Both of these new institutions will complete a National Logistics Master Plan by the end of 2017 for Cambodia’s logistics roadmap for the next five years. The CFFA will provide valuable input to the government in this first endeavor for logistics sector development. Prime Minister Hen Sun will focus on four areas: improve public-private dialogue for logistics, promote competition in transport and logistics, improve regulations and more private investments for multi-modal and cross-border transport and logistics services.

Silk Road

Old trade routes dating from thousands of years ago by the so called Silk Road are reviving since 2013 when the PRC began a $1 trillion infrastructure policy under the land based Silk Road Economic Belt and the ocean lanes 21st Century Maritime Silk Road, or “One Belt, One Road” initiative. Cambodia figures into both the cross-border cooperation and inter-connected infrastructure pillars of this massive endeavor to link Asia with Europe, the Middle East and African nations by the PRC.

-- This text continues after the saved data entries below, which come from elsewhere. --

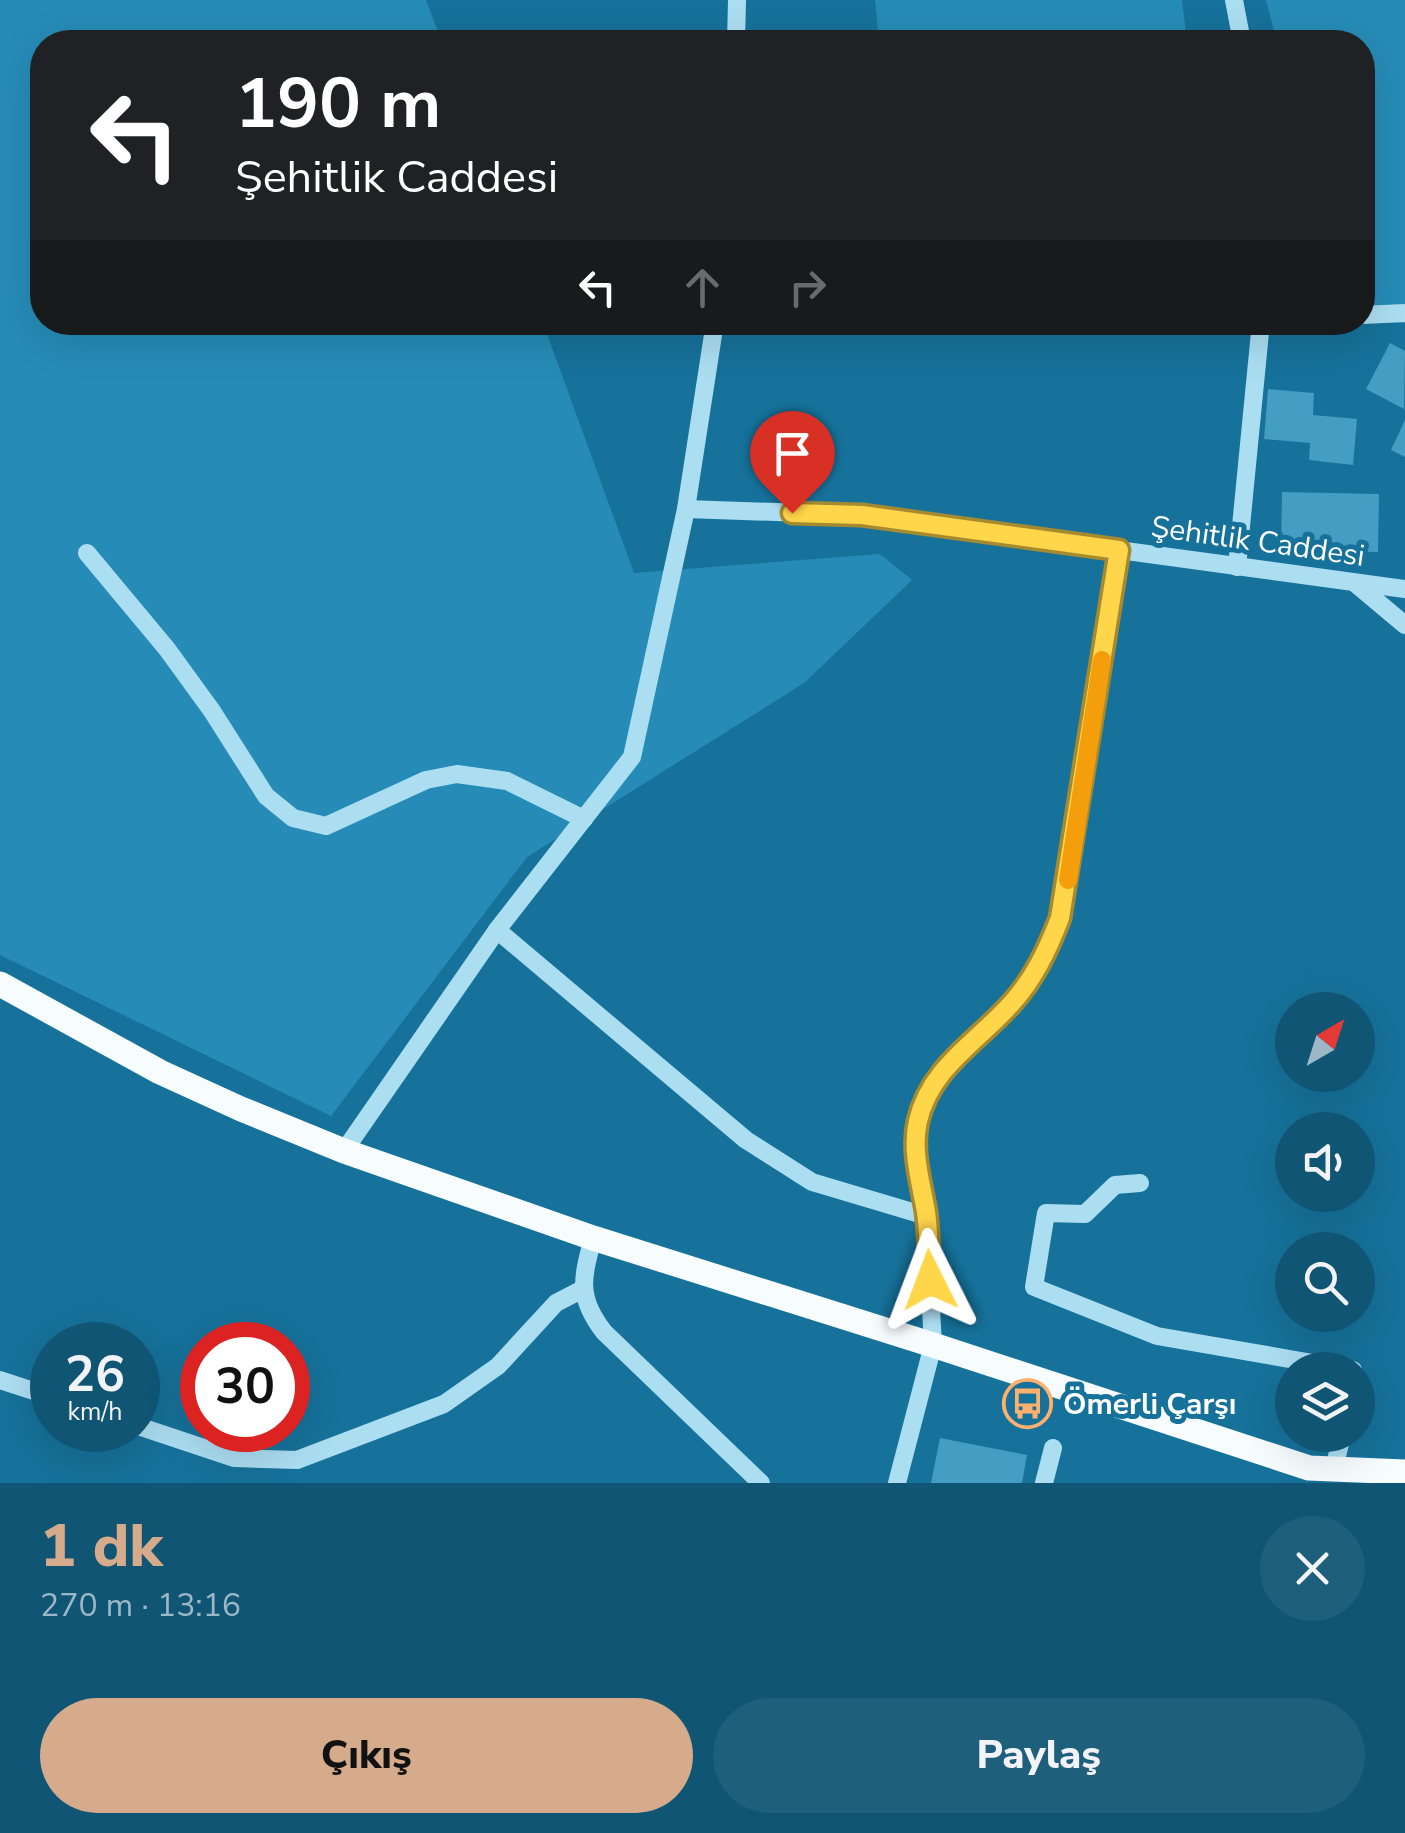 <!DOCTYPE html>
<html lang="tr">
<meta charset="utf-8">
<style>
:root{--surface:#105674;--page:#1e5f7c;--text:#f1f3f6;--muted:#9cb7c5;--accent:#d6ab8b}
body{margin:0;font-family:"Nunito Sans",sans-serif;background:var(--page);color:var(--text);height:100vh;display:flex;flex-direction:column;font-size:38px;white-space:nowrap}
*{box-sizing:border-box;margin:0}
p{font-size:32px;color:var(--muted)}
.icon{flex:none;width:55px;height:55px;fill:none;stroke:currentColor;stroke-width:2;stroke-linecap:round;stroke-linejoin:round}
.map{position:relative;height:1483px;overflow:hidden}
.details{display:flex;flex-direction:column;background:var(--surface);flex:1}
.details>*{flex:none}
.top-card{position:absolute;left:30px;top:30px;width:1345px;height:305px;border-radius:40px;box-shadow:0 10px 40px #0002;background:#202124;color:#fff;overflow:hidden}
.needle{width:65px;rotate:39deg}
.buttons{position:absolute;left:1275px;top:992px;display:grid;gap:20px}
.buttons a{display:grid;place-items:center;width:100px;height:100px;border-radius:50%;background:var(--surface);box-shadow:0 10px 40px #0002;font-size:50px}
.speed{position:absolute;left:30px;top:1322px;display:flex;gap:20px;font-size:50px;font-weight:700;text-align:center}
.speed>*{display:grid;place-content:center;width:130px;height:130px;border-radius:50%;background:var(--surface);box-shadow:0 10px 40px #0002;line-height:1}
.speed small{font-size:25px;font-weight:400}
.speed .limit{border:15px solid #d22;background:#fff;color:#111}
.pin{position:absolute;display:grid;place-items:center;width:85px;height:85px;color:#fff;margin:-102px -42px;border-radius:50% 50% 50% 0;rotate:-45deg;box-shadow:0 0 10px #0007}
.pin .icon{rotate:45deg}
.me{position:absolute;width:110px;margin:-55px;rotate:357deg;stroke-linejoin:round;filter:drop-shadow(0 0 8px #0008)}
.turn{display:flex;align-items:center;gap:35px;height:210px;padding:0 40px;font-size:45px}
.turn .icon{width:130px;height:130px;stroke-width:2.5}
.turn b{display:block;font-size:70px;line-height:85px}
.lanes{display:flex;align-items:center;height:95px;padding:0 40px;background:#0003;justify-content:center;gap:50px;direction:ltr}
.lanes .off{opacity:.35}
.round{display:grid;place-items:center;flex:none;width:105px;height:105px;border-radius:52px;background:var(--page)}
.overview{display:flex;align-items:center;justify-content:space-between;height:170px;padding:0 40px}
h1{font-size:60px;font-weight:800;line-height:75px;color:var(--accent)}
.cta{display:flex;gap:20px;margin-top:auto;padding:20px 40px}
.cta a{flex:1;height:115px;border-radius:60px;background:var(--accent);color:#111;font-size:40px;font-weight:800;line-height:115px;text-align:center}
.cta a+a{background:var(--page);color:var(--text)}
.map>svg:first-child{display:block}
.green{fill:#268cb7}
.building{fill:#449dc3}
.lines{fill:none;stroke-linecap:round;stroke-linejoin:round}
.minor{stroke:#acdef2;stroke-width:18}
.major{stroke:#f7fcff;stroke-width:25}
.route-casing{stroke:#a68a30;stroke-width:25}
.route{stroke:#ffd54a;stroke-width:18}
.slow{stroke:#f59e0b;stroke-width:18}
.labels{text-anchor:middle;stroke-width:10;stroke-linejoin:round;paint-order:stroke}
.street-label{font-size:30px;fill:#fff;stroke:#16729b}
.poi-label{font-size:30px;font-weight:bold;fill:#fff;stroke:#16729b;text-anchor:start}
</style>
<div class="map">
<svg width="1405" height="1483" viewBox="0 0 1405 1483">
<rect width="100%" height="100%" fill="#16729b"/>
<g class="green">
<polygon points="0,0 426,0 442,42 42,42 42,322 543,323 634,573 880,554 912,580 804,683 527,857 331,1116 0,955"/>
<polygon points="875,0 1182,0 1187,42 879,42"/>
<polygon points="1266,0 1405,0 1405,323 1363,322 1362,42 1277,42"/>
</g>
<g class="building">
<polygon points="1390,343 1405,351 1404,409 1366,389"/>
<polygon points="1268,389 1314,393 1313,415 1357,419 1353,465 1309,460 1310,443 1264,439"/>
<polygon points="1405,420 1405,457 1391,450"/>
<polygon points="1282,492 1379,494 1378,552 1281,550"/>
<polygon points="940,1438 1027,1455 1022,1483 931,1483"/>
</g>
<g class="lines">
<g class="minor">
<polyline points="1234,0 1242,42"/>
<polyline points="736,42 737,0"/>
<polyline points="1362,315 1405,313"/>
<polyline points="686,509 862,515 1405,589"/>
<polyline points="87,553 167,649 212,711 266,796 293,818 326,826 426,780 457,774 507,781 584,819"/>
<polyline points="1237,567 1261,322"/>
<polyline points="1355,583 1405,625"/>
<polyline points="497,930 746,1140 812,1182 926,1216"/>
<polyline points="344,1151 497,930 632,757 686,509 715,322"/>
<polyline points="1140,1183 1115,1185 1085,1214 1046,1213 1034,1287 1157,1336 1353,1370"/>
<path d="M593,1238C582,1279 577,1297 604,1332L761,1483"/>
<polyline points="0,1380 52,1397"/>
<polyline points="138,1426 234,1458 297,1460 444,1404 498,1366 556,1303 583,1289"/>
<polyline points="1334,1469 1342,1435"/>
<polyline points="897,1483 933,1345 926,1216 915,1149 917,1125 923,1103 945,1067 1012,1003 1034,973 1060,918 1119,550"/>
<polyline points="1044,1483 1053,1448"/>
</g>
<polyline class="major" points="0,984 160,1072 241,1109 344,1151 593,1238 933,1345 1309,1468 1405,1472"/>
</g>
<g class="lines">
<defs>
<path id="route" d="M792,513L862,515L1119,550L1060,918C1048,949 1034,979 1011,1004C977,1042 930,1068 918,1121C911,1151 921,1182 926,1212C929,1234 929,1258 930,1280"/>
</defs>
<use href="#route" class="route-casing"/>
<use href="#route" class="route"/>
<polyline class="slow" points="1068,880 1102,660"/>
</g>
<defs>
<symbol id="bus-ring" viewBox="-11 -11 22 22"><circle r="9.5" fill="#16729b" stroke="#ffb06d" stroke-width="1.5"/><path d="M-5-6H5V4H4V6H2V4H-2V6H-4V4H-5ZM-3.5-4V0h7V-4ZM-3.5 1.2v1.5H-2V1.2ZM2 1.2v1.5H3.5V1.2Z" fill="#ffb06d"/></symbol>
</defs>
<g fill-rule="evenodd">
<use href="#bus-ring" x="1000" y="1376" width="55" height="55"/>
</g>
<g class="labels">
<g class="street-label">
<text transform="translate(1258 541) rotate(8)" y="10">Şehitlik Caddesi</text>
</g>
<g class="poi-label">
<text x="1063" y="1414">Ömerli Çarşı</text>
</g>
</g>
</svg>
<div class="buttons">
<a><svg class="needle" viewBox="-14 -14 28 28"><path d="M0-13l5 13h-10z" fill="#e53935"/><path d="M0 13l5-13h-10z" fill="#9cb7c5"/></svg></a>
<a><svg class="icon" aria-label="sound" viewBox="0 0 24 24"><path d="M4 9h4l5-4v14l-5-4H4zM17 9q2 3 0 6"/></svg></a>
<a><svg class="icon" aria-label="search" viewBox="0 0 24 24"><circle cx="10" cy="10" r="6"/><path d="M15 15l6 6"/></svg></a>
<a><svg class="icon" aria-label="layers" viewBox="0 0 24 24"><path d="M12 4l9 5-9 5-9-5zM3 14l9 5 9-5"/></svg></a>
</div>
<div class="speed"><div>26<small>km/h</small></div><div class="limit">30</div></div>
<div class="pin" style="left:792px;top:513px;background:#d93025"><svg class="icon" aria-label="arrive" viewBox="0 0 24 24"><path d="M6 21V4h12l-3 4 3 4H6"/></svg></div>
<svg class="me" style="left:930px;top:1280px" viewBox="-20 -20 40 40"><path d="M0-17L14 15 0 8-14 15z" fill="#ffd54a" stroke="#fff" stroke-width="4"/></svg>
<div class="top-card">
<div class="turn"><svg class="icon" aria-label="left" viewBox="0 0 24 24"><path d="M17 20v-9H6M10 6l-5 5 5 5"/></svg><div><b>190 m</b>Şehitlik Caddesi</div></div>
<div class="lanes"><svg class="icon" aria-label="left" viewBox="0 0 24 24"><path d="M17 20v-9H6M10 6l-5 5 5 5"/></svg><svg class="icon off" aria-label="ahead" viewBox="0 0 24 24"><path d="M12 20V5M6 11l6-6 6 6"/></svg><svg class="icon off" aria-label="right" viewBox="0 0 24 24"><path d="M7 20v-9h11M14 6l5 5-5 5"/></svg></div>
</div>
</div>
<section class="details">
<div class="overview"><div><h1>1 dk</h1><p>270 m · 13:16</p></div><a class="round"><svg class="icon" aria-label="close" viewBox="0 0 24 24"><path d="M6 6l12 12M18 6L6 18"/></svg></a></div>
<div class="cta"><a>Çıkış</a><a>Paylaş</a></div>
</section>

In October 2016, President Xi visited Cambodia to outline partnership to the One Belt, One Road plans and proposed over $230 million in soft loans. Also, China is behind a plan to develop 1,385 miles of national expressways by 2040 to a cost of about $26 billion. The first expressway from capital city Phnom Penh to coastal port Sihanoukville in the southwest is already under construction, according to the China Daily article.

The National Logistics Master Plan will have impact on the Cambodia border SEZs in Bavet border with Vietnam, Poipet border with Thailand and Koh Kong border with Thailand. Manufacturers in these border SEZs are exporting to regional and global markets well-known branded products of sporting goods, apparel, footwear, electronics, automotive products. “We need wider access roads and better dry ports,” said a spokesperson in the Bavet city, Manhattan SEZ in a June visit.